(Dataset content)

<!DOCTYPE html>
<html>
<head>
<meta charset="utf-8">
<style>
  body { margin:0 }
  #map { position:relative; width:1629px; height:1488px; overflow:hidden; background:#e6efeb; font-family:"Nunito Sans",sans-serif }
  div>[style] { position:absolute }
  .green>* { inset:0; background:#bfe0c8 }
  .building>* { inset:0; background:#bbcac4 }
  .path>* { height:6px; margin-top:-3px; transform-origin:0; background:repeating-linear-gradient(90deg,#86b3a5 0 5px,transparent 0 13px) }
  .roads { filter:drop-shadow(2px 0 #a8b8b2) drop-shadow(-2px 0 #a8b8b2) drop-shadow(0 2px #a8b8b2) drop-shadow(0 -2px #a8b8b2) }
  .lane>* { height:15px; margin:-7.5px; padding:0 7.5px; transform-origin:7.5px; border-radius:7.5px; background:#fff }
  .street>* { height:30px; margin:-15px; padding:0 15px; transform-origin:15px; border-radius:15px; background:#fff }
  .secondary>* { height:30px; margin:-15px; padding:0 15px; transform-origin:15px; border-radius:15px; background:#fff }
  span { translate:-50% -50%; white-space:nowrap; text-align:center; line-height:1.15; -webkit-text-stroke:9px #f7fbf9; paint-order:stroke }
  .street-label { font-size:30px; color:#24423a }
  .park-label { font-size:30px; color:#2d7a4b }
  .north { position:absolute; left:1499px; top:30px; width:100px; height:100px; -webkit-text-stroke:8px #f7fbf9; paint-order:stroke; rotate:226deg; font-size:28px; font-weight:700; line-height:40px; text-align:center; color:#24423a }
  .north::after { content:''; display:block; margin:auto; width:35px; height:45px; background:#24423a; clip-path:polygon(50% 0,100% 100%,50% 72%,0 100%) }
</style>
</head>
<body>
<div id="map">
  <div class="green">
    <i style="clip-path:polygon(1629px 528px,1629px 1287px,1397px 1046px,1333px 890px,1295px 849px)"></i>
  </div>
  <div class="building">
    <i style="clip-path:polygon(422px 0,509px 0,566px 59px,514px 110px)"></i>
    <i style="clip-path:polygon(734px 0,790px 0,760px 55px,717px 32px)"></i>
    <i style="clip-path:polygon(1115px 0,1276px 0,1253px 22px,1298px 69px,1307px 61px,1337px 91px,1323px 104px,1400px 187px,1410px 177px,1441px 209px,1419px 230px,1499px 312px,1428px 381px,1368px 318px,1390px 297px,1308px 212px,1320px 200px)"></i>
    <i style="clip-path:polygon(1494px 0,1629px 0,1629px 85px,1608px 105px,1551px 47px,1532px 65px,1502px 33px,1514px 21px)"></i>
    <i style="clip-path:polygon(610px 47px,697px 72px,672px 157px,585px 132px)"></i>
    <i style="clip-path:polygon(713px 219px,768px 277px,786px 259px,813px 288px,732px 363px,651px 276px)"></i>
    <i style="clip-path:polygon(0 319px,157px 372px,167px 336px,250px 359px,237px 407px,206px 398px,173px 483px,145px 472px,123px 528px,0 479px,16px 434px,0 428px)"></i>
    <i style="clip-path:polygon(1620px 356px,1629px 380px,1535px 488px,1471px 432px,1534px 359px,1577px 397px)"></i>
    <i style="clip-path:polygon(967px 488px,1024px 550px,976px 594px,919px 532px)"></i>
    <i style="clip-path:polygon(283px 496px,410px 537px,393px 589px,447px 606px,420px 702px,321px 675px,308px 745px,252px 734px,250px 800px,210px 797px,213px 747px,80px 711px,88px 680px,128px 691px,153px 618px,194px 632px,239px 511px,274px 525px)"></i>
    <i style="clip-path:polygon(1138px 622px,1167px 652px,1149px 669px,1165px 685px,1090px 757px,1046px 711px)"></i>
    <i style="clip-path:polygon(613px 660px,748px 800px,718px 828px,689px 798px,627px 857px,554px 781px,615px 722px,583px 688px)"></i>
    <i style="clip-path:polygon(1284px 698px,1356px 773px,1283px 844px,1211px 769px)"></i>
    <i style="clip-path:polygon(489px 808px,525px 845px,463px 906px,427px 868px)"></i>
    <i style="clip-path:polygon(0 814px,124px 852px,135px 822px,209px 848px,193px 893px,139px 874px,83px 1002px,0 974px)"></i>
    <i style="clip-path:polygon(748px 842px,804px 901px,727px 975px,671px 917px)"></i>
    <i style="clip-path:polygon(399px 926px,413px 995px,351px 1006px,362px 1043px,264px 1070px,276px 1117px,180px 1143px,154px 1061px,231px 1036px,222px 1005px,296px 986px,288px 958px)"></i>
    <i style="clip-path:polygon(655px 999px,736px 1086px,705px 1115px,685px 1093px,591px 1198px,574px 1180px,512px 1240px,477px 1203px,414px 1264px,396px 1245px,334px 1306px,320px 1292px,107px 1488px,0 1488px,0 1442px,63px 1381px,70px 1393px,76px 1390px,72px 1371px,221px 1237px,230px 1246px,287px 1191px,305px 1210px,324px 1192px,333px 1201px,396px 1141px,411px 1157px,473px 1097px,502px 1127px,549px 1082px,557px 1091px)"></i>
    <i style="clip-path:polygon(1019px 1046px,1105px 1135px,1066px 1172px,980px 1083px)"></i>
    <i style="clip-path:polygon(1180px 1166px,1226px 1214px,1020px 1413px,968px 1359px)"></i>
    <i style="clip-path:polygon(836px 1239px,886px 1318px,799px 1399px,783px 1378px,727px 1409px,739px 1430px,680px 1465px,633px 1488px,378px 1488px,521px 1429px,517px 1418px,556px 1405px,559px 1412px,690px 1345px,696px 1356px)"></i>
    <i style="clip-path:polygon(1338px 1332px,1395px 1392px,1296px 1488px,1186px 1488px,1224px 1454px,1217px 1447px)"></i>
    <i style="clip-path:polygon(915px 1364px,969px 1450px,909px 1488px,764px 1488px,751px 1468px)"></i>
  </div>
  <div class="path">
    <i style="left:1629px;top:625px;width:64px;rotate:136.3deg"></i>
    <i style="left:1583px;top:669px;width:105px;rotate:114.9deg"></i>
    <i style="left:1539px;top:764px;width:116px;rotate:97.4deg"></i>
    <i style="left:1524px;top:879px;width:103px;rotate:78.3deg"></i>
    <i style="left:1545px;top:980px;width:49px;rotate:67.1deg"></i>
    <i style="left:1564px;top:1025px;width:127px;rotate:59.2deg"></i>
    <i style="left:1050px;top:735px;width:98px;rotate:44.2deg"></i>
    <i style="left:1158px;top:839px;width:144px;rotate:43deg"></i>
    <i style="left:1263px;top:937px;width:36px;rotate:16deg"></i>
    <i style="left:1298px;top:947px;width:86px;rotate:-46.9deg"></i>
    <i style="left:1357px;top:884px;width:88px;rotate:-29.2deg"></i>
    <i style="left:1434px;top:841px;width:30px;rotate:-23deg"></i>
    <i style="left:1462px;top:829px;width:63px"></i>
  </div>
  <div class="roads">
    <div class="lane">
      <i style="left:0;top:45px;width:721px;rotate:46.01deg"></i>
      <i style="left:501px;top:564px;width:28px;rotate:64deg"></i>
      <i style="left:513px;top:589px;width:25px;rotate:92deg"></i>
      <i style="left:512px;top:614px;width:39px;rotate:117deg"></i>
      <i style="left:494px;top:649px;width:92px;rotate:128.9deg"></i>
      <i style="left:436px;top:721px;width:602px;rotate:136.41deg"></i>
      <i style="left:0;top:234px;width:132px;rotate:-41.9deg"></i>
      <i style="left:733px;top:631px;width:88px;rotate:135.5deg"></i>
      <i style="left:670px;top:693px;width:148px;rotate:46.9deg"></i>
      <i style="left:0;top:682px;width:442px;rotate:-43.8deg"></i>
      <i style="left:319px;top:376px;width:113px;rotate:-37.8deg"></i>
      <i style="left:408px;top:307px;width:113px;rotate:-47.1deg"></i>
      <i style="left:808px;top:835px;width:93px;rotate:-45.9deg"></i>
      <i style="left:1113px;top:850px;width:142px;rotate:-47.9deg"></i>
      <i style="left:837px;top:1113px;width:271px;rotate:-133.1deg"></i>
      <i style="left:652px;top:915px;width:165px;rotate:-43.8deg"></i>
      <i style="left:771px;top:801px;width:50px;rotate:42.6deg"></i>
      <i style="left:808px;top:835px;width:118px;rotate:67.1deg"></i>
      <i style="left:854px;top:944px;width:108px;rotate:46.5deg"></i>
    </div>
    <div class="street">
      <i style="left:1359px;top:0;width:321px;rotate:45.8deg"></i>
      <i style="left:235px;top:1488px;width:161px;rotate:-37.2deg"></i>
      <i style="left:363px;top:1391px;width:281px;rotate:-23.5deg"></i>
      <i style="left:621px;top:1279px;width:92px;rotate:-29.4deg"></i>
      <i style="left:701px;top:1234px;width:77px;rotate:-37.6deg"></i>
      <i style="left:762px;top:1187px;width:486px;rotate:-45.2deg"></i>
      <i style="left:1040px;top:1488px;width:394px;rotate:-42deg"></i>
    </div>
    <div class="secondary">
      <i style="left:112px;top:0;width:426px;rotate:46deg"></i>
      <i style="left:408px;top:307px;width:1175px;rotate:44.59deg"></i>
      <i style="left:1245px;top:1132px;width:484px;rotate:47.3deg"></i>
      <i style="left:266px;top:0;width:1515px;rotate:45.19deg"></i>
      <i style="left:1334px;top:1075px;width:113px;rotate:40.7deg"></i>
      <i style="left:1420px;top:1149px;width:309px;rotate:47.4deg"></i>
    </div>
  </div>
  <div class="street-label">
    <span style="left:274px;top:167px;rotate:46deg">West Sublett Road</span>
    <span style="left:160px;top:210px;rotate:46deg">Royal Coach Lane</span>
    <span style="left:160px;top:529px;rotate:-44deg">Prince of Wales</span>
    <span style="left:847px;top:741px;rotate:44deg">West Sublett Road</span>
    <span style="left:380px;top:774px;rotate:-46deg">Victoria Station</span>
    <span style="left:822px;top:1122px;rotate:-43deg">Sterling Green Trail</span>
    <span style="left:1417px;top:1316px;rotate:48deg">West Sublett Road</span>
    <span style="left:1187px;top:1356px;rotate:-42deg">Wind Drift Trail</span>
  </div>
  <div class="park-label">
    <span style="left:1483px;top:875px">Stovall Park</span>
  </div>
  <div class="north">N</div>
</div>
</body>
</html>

(End Dataset content)

> Exercise: Starting at the first line of the data above, retype each line exactly until you reach the line containing "filter:drop-shadow(2px 0 #a8b8b2)", and include that line too.

> Result of this task:
<!DOCTYPE html>
<html>
<head>
<meta charset="utf-8">
<style>
  body { margin:0 }
  #map { position:relative; width:1629px; height:1488px; overflow:hidden; background:#e6efeb; font-family:"Nunito Sans",sans-serif }
  div>[style] { position:absolute }
  .green>* { inset:0; background:#bfe0c8 }
  .building>* { inset:0; background:#bbcac4 }
  .path>* { height:6px; margin-top:-3px; transform-origin:0; background:repeating-linear-gradient(90deg,#86b3a5 0 5px,transparent 0 13px) }
  .roads { filter:drop-shadow(2px 0 #a8b8b2) drop-shadow(-2px 0 #a8b8b2) drop-shadow(0 2px #a8b8b2) drop-shadow(0 -2px #a8b8b2) }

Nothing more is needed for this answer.